• [What you have to do] The data below holds a line containing "M1261 513 1441" and a line containing "M1137 263 1169 270"; please quote exactly those two lines and every line between them, and nothing else.

** Material provided follows **

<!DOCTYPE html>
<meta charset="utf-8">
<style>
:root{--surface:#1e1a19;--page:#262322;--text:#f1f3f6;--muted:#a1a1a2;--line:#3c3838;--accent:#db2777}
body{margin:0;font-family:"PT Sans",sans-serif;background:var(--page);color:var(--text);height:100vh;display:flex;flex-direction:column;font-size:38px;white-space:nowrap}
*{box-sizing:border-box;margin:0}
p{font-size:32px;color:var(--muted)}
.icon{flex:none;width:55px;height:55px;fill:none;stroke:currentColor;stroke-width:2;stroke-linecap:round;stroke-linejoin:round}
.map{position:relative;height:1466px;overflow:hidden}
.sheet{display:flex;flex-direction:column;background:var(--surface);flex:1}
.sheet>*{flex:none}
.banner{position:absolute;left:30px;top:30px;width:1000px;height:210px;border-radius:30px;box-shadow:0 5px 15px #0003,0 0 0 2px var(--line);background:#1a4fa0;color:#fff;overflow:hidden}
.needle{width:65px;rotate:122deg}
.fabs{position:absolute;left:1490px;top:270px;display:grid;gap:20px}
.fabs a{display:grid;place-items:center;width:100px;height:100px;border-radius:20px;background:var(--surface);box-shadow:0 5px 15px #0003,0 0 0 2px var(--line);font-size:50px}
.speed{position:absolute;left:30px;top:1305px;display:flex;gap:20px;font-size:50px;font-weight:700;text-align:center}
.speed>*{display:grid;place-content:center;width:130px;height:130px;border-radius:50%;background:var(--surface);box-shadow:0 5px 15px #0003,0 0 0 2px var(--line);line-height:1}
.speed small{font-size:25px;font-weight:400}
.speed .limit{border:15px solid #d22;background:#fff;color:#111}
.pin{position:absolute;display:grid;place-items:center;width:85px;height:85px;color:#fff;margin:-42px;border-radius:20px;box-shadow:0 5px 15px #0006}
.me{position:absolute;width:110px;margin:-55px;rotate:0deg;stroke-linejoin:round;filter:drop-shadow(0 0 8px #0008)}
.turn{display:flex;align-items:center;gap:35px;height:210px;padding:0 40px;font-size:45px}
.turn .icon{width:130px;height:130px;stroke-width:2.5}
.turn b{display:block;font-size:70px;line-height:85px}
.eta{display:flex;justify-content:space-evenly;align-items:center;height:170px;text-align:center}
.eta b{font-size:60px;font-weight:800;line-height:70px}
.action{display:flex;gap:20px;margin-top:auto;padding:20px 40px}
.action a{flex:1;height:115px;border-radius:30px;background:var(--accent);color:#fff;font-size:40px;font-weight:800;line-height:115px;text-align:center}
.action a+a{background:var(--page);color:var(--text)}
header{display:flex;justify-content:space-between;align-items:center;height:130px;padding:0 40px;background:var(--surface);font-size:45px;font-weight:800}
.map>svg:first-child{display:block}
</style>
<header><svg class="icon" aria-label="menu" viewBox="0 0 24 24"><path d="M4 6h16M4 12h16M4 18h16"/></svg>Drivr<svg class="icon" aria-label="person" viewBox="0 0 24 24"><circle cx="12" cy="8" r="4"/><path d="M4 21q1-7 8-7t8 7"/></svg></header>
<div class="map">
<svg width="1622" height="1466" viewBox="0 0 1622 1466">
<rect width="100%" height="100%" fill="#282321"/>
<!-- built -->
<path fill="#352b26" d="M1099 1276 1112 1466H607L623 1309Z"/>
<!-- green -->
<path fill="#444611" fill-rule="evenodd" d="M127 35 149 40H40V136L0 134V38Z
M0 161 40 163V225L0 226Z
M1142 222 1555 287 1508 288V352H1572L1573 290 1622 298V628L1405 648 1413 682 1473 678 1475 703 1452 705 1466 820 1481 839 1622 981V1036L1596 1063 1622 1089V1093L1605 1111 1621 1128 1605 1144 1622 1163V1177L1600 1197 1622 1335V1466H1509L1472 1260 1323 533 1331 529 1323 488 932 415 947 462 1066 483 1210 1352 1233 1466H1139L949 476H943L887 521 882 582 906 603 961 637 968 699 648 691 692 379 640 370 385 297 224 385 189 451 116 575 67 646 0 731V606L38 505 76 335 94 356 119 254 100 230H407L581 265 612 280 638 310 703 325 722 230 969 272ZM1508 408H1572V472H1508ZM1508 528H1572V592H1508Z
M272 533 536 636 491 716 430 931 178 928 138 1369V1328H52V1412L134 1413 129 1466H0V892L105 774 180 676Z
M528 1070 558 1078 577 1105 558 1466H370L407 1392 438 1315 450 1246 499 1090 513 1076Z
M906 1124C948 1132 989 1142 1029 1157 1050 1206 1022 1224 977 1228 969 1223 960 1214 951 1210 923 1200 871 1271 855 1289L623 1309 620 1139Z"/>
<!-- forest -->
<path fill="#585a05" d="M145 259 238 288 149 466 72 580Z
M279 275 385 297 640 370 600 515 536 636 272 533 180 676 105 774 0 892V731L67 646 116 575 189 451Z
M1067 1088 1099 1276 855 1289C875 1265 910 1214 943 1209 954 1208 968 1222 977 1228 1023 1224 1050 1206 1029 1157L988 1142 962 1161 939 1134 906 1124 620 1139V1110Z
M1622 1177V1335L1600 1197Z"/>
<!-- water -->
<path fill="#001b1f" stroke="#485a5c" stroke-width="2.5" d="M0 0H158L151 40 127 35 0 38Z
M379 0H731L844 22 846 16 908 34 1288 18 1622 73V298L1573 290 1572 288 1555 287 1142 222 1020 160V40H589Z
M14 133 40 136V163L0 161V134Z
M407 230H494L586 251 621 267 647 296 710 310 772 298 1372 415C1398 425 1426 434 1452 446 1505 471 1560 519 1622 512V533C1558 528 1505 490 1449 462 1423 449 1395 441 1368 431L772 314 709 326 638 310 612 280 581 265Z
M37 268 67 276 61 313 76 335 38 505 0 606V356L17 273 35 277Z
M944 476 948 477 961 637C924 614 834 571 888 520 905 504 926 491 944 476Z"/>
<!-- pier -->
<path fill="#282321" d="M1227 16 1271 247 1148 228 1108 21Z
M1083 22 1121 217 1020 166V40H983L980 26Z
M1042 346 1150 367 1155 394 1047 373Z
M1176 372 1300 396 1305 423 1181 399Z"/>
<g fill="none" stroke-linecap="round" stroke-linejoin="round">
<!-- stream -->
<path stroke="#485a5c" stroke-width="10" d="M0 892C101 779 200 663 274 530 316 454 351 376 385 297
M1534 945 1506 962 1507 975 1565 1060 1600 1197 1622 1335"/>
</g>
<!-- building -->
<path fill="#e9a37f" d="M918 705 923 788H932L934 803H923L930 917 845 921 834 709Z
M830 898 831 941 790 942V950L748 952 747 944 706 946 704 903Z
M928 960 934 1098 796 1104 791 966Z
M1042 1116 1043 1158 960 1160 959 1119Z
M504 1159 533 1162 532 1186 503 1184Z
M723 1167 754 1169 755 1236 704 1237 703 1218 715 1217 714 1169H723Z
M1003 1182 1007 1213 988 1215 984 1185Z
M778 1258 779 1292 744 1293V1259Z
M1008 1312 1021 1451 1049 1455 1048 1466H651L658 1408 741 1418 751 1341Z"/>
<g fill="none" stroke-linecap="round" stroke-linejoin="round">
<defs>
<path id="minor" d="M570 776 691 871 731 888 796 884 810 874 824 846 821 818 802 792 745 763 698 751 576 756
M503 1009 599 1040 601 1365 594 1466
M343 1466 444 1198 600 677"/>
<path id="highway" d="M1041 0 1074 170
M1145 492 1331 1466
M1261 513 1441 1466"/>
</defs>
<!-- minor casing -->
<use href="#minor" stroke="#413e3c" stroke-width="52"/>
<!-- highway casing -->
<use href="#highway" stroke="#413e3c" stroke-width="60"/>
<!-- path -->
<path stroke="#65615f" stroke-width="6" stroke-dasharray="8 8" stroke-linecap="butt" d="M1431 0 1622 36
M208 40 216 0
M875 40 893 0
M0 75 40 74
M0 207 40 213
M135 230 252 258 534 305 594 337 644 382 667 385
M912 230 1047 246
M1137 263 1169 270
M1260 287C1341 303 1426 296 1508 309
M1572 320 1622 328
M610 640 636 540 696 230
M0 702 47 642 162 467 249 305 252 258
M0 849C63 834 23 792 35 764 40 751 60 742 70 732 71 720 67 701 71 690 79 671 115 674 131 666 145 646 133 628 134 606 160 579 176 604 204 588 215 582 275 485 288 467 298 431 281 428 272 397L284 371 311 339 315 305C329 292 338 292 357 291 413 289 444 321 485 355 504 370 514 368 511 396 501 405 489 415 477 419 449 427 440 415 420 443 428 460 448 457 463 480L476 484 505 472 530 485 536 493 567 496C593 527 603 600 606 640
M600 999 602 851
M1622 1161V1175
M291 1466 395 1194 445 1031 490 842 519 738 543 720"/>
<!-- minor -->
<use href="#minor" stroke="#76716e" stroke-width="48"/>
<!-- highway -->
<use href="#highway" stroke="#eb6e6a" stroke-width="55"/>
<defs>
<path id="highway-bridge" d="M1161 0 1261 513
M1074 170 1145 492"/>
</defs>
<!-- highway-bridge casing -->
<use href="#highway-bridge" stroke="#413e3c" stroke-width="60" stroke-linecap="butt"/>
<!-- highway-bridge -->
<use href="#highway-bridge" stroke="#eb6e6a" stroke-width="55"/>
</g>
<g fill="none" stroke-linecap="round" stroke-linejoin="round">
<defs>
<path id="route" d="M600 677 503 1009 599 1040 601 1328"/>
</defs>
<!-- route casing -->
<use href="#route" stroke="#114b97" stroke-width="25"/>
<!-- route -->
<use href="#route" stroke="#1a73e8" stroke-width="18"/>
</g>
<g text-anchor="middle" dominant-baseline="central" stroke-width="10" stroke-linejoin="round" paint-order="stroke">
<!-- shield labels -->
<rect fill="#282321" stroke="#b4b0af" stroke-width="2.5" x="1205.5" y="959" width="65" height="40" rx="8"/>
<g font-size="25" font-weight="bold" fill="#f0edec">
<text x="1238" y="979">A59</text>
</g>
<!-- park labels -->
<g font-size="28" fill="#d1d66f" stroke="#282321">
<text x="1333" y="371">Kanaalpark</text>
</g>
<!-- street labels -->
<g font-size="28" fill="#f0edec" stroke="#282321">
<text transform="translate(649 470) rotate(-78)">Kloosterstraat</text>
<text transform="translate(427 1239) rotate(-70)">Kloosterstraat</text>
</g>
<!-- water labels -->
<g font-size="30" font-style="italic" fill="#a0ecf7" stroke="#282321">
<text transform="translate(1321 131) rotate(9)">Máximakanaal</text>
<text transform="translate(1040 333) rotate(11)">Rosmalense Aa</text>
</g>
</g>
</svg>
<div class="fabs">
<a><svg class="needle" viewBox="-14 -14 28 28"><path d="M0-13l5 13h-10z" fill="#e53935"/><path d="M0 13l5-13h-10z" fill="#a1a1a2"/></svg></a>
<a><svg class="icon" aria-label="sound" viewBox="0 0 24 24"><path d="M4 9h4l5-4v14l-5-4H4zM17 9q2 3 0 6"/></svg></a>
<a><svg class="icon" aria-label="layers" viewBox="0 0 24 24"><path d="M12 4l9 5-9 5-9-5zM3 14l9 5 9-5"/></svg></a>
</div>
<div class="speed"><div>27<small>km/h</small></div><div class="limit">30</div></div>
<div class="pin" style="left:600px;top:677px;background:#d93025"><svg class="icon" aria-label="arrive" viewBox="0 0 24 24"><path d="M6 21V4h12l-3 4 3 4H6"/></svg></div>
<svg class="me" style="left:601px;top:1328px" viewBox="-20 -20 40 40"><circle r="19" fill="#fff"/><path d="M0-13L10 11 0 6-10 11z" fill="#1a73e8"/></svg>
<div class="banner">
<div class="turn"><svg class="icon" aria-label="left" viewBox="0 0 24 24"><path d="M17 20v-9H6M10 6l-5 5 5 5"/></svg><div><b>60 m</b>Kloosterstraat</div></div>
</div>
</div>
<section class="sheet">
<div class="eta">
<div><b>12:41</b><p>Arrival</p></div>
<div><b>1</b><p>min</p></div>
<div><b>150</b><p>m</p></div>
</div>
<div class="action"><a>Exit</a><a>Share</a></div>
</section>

** End of Material provided **

• [Exercise answer]
M1261 513 1441 1466"/>
</defs>
<!-- minor casing -->
<use href="#minor" stroke="#413e3c" stroke-width="52"/>
<!-- highway casing -->
<use href="#highway" stroke="#413e3c" stroke-width="60"/>
<!-- path -->
<path stroke="#65615f" stroke-width="6" stroke-dasharray="8 8" stroke-linecap="butt" d="M1431 0 1622 36
M208 40 216 0
M875 40 893 0
M0 75 40 74
M0 207 40 213
M135 230 252 258 534 305 594 337 644 382 667 385
M912 230 1047 246
M1137 263 1169 270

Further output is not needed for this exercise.